Ce qui le rendait particulièrment gauche et mal à l'aise en présence de Mona était sa parole facile, son agilité, son intelligence rapide. Ce n'étaient pas là des qualités qu'il admirait chez l'autre sexe. Ce n'est pas tout à fait par accident qu'il avait choisi pour femme une buse, une abrutie, qui, pour cacher son ignorance ou sa gêne, souriait stupidement ou gloussait de la façon la plus déconcertante. Ainsi qu'il se doit, il la traitait comme un objet. Elle était la vassale. Peut-être l'avait-il aimée un jour, mais dans ce cas ce devait avoir été dans une précédente incarnation. Néanmoins il se sentait à l'aise avec elle. Il savait remédier à ses fautes et ses impairs.

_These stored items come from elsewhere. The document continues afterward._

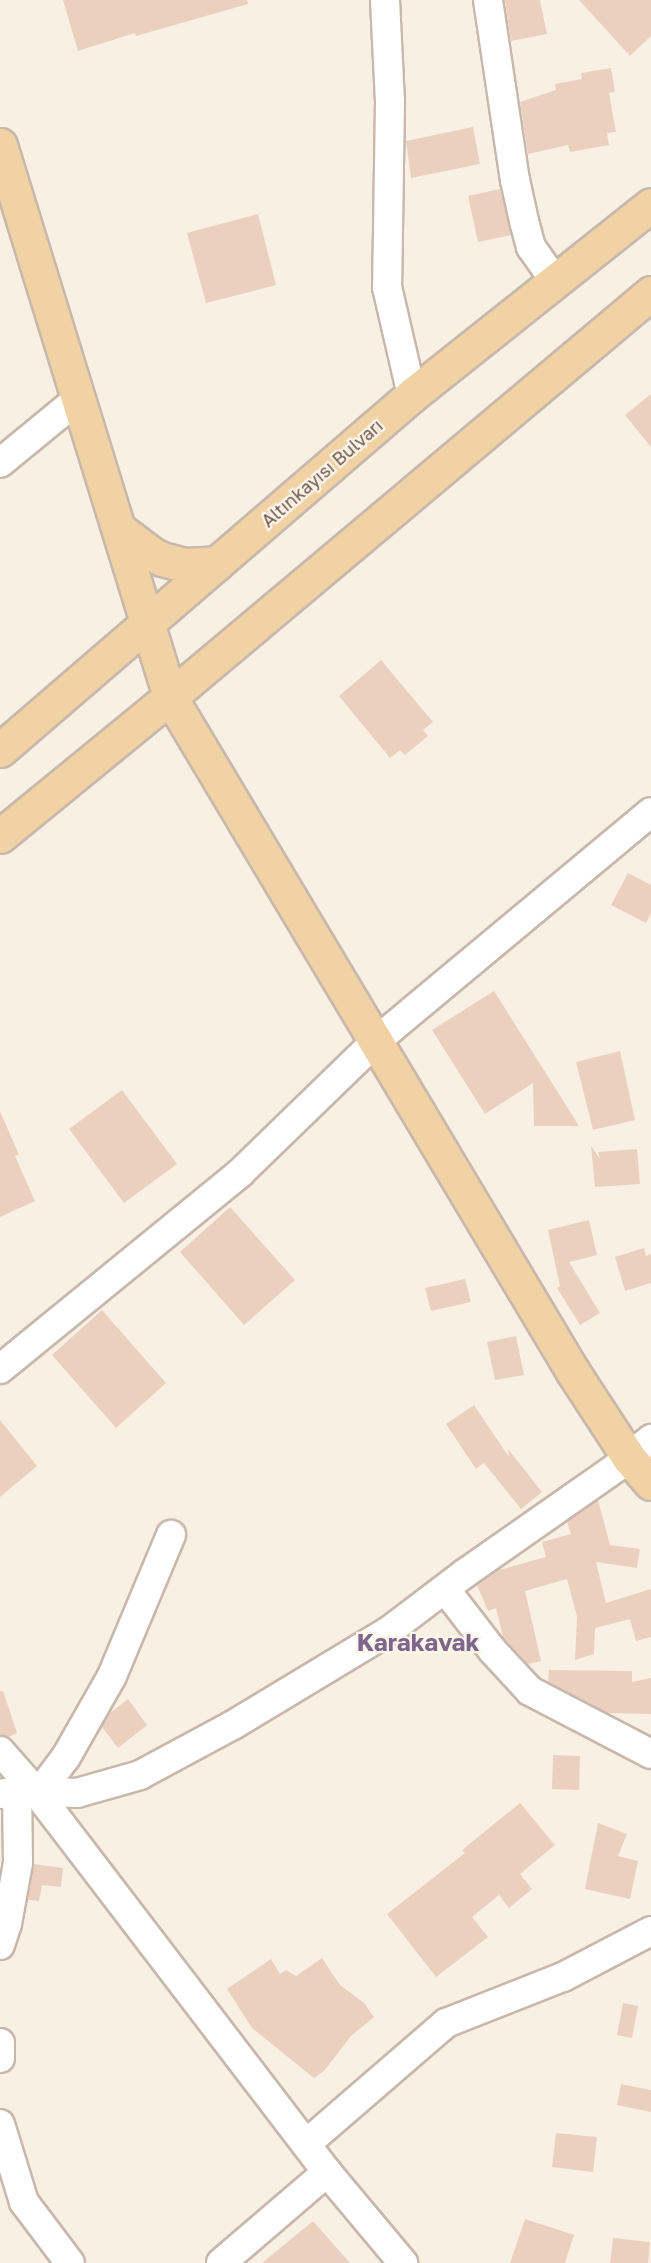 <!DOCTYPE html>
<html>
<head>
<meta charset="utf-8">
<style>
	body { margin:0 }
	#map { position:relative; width:651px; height:2263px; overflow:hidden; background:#f9f0e4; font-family:"Golos Text",sans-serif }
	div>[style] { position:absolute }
	.building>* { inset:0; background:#ebd0bf }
	.roads { filter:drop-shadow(2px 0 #c8b8ac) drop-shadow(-2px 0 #c8b8ac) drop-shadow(0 2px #c8b8ac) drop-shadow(0 -2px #c8b8ac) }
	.minor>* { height:28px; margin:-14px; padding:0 14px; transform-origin:14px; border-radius:14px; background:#fff }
	.major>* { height:33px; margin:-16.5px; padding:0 16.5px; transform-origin:16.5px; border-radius:16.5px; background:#f0d2a4 }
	span { translate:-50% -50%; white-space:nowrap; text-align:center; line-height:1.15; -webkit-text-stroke:4.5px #fcf5ea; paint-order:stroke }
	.street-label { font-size:18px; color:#6e584d }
	.district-label { font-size:24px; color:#7d658b; font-weight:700 }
</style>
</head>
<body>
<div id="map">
	<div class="building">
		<div style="clip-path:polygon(63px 0,247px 0,248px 4px,136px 36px,135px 33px,78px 51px)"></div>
		<div style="clip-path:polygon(505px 0,540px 0,547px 34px,511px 41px)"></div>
		<div style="clip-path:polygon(579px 0,651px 0,651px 36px,630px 56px)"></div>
		<div style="clip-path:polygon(611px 68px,615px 92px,609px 93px,616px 132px,607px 133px,609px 145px,570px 152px,568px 145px,528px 154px,520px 102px,556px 90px,555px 84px,582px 79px,581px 73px)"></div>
		<div style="clip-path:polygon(473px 127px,480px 164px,411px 178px,406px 141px)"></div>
		<div style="clip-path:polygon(500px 189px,511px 235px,478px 242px,468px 196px)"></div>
		<div style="clip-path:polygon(258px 214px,276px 285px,206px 303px,187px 233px)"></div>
		<div style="clip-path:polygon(651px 394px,651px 447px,625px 415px)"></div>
		<div style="clip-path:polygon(381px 660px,433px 722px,423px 730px,428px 736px,405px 755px,400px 750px,390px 758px,339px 696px)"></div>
		<div style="clip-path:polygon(628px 873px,651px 885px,651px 913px,646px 923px,611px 905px)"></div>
		<div style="clip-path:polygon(494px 991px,547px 1075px,579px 1126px,534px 1126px,533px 1083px,485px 1114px,432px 1030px)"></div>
		<div style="clip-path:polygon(620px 1051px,635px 1120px,593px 1130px,576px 1062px)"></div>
		<div style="clip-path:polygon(122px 1090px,177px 1164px,124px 1203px,69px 1129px)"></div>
		<div style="clip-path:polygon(0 1111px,19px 1155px,15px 1156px,35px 1201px,0 1217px)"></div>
		<div style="clip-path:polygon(591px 1146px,600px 1159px,598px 1152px,637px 1149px,640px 1184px,595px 1187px)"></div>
		<div style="clip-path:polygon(230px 1207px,295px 1280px,244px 1325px,180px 1252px)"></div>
		<div style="clip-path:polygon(589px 1220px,597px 1255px,569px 1262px,600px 1313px,580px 1325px,557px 1288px,560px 1286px,548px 1230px)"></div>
		<div style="clip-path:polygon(644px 1248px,646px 1256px,651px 1254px,651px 1283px,625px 1291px,615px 1257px)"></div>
		<div style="clip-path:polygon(465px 1279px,471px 1302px,431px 1311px,425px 1288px)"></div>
		<div style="clip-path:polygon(102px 1310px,166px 1383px,116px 1428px,52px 1355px)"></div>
		<div style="clip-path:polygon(516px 1336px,524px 1375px,495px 1380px,487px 1342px)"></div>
		<div style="clip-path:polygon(474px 1405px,509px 1457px,508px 1449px,542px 1492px,521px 1509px,484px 1463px,476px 1469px,446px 1424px)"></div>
		<div style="clip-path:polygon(0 1420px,37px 1466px,0 1497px)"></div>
		<div style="clip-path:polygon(598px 1500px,610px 1545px,640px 1549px,637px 1568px,596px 1562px,606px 1603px,651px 1589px,651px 1637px,636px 1641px,630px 1619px,595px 1628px,594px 1654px,575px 1660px,577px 1617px,567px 1579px,525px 1591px,541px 1661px,528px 1664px,503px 1637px,496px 1608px,488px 1611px,477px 1585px,499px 1570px,546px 1557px,542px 1542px,571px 1534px,567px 1522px)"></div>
		<div style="clip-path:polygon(549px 1670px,632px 1671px,632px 1682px,651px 1678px,651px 1714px,608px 1713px,548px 1682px)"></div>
		<div style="clip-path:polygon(0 1691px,3px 1691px,17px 1733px,8px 1737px,0 1735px)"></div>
		<div style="clip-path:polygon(128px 1699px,147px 1725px,118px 1748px,102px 1727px,110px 1713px)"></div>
		<div style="clip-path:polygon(553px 1755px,580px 1756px,579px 1790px,552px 1789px)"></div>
		<div style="clip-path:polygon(520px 1803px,555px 1845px,520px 1874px,532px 1889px,509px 1908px,499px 1895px,472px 1917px,488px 1937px,436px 1977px,387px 1914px,465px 1853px,462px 1850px)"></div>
		<div style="clip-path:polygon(598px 1823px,627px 1834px,618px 1856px,638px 1861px,630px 1899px,585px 1889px)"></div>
		<div style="clip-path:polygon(34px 1864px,63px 1868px,61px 1887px,42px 1885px,39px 1901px,28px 1900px)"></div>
		<div style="clip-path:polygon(322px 1958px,340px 1985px,364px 2003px,374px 2017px,351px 2036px,324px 2071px,314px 2078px,252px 2028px,227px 1989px,271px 1959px,280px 1974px,286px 1970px,296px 1976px)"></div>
		<div style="clip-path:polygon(623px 2003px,638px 2006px,632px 2038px,617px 2035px)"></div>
		<div style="clip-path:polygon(621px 2084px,651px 2090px,651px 2112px,617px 2105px)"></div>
		<div style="clip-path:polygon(556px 2133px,597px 2137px,593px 2172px,552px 2167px)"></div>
		<div style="clip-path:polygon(525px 2219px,574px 2235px,565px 2263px,510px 2263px)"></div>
		<div style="clip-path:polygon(313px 2221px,350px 2263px,262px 2263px)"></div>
		<div style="clip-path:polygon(613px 2238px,650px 2242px,648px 2263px,610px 2263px)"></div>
	</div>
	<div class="roads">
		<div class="minor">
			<div style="left:385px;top:0;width:102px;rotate:87.2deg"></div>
			<div style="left:390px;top:102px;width:185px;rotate:90.9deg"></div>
			<div style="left:387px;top:287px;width:111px;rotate:77deg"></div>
			<div style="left:488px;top:0;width:182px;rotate:81.5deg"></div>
			<div style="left:515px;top:180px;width:42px;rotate:77.6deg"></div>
			<div style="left:524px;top:221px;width:27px;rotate:75deg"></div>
			<div style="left:531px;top:247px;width:42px;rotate:54.8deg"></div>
			<div style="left:0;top:463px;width:101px;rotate:-39.4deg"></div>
			<div style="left:0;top:1369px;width:310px;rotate:-39.2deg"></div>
			<div style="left:240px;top:1173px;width:188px;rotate:-44.1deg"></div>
			<div style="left:375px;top:1042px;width:359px;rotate:-39.8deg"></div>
			<div style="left:445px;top:1589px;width:78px;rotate:52.3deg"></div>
			<div style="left:493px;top:1651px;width:54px;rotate:47.2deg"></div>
			<div style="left:530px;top:1691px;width:136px;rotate:27.5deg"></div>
			<div style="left:0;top:1751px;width:57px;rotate:48.5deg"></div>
			<div style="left:38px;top:1794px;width:476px;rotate:52.6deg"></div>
			<div style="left:0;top:1794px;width:17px;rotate:-10deg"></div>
			<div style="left:17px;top:1791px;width:60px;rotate:1.9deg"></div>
			<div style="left:77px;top:1793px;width:66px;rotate:-15.9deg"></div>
			<div style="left:140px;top:1775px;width:106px;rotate:-28.3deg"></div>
			<div style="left:233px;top:1725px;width:182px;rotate:-31.1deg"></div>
			<div style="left:389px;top:1631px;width:94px;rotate:-37.2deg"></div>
			<div style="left:464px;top:1574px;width:188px;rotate:-35deg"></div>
			<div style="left:618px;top:1466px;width:43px;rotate:-39.3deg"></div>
			<div style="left:38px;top:1794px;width:46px;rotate:-52.9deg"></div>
			<div style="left:66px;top:1757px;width:93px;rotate:-60.4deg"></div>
			<div style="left:112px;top:1676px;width:153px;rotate:-67.3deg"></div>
			<div style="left:0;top:1945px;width:22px;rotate:-72deg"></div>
			<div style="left:7px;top:1924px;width:62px;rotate:-79.8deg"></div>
			<div style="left:18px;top:1863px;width:72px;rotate:-90.8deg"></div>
			<div style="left:0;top:2043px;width:15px;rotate:90deg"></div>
			<div style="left:0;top:2124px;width:82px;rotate:72.9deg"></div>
			<div style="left:24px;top:2202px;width:76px;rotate:53deg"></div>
			<div style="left:306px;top:2144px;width:185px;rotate:-40.8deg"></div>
			<div style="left:446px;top:2023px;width:126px;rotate:-21.5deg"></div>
			<div style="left:563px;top:1977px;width:99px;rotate:-27.6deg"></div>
			<div style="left:221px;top:2263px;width:140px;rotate:-40.6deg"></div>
			<div style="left:327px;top:2172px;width:119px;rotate:50.1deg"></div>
		</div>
		<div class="major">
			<div style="left:0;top:145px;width:578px;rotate:72.88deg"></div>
			<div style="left:170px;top:697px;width:786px;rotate:59.16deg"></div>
			<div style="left:573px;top:1372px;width:103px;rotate:56.9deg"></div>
			<div style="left:629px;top:1458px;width:33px;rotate:49deg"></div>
			<div style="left:120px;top:530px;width:38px;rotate:37deg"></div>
			<div style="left:150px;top:553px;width:13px;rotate:27deg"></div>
			<div style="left:162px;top:559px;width:23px;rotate:15deg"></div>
			<div style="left:184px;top:565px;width:33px;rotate:-3deg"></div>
			<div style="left:0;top:750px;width:544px;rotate:-40.75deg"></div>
			<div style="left:412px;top:395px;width:305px;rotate:-38.5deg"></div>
			<div style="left:0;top:836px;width:220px;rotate:-39.3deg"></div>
			<div style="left:170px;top:697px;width:628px;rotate:-40.03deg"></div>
		</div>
	</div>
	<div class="street-label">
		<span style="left:322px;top:473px;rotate:-41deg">Altınkayısı Bulvarı</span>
	</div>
	<div class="district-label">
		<span style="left:418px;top:1642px">Karakavak</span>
	</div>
</div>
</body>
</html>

C'était un si bizarre, bizarre garçon, Stanley. Un tel mélange de contradictions grinçantes. Mais il y avait une chose qu'il faisait rarement, quelque drôle de type qu'il fût ; il posait rarement des questions. Lorsqu'il le faisait, c'étaient des questions directes et qui appelaient une réponse directe. Ce n'était bien entendu pas le tact mais l'orgueil qui le faisait agir avec cette apparente discrétion. Il considérait comme allant de soi que je l'informerais de tout ce qu'il pourrait arriver d'important. Il préférait que je le lui apprisse spontanément plutôt que de me faire parler. Le connaissant comme je le connaissais, je tenais pour vain de lui expliquer notre façon de vivre. Lui aurais-je simplement dit que je m'étais pris à voler qu'il l'aurait avalé sans discussion. Lui aurais-je dit que je m'étais fait faussaire qu'il eût peut-être arqué les sourcils avec une approbation railleuse. Mais lui dire la nature tortueuse de nos opérations l'aurait interloqué et rebuté.

Drôle d'oiseau, ce Polski. La seule trace de suavité qu'il manifestât jamais, c'était en racontant une de ses histoires baroques. A table, s'il demandait un morceau de pain, c'était comme une gifle en plein visage. Il se montrait délibérément grossier et insultant. Cela lui faisait plaisir de voir les autres se crisper.

En même temps, il y avait en lui une timidité fantastique. Si Mona s'asseyait en face de lui et croisait les jambes, il détournait les yeux. Si elle se maquillait en sa présence, il feignait de ne pas le remarquer. Sa beauté elle-même le rendait emprunté et conscient de lui-même. Ainsi que soupçonneux. Une femme aussi belle et aussi intelligente que Mona épousant un individu comme moi, il y avait là quelque chose de louche1 à ses yeux Il savait certes où et comment je l'avais rencontrée. De temps à autre il y faisait une allusion négligente mais qui portait toujours. Lorsqu'elle parlait de son enfance en Pologne ou à Vienne, il m'observait attentivement, espérant, je suppose, que j'embellirais le récit, compléterais les longs détails manquants. Il y avait quelque part un hiatus et cela le tracassait. Une fois il alla jusqu'à déclarer qu'il doutait qu'elle fût jamais née en Pologne. Mais qu'elle était juive, cela il ne le soupçonna jamais. Elle était Américaine des pieds à la tête, telle était sa conviction intime. Mais une Américaine peu commune, c'est-à-dire pour une femme. Il n'en revenait pas de sa diction, exempte de la plus légère trace d'accent ou de prononciation locale. Comment avait-elle bien pu faire pour apprendre à parler un anglais si pur ? demandait-il. Et pourquoi ne connaissais-je pas encore ses parents ? Etais-je certain qu'elle avait des parents ? Comment pouvais-je être sûr de quoi que ce fût la concernant ?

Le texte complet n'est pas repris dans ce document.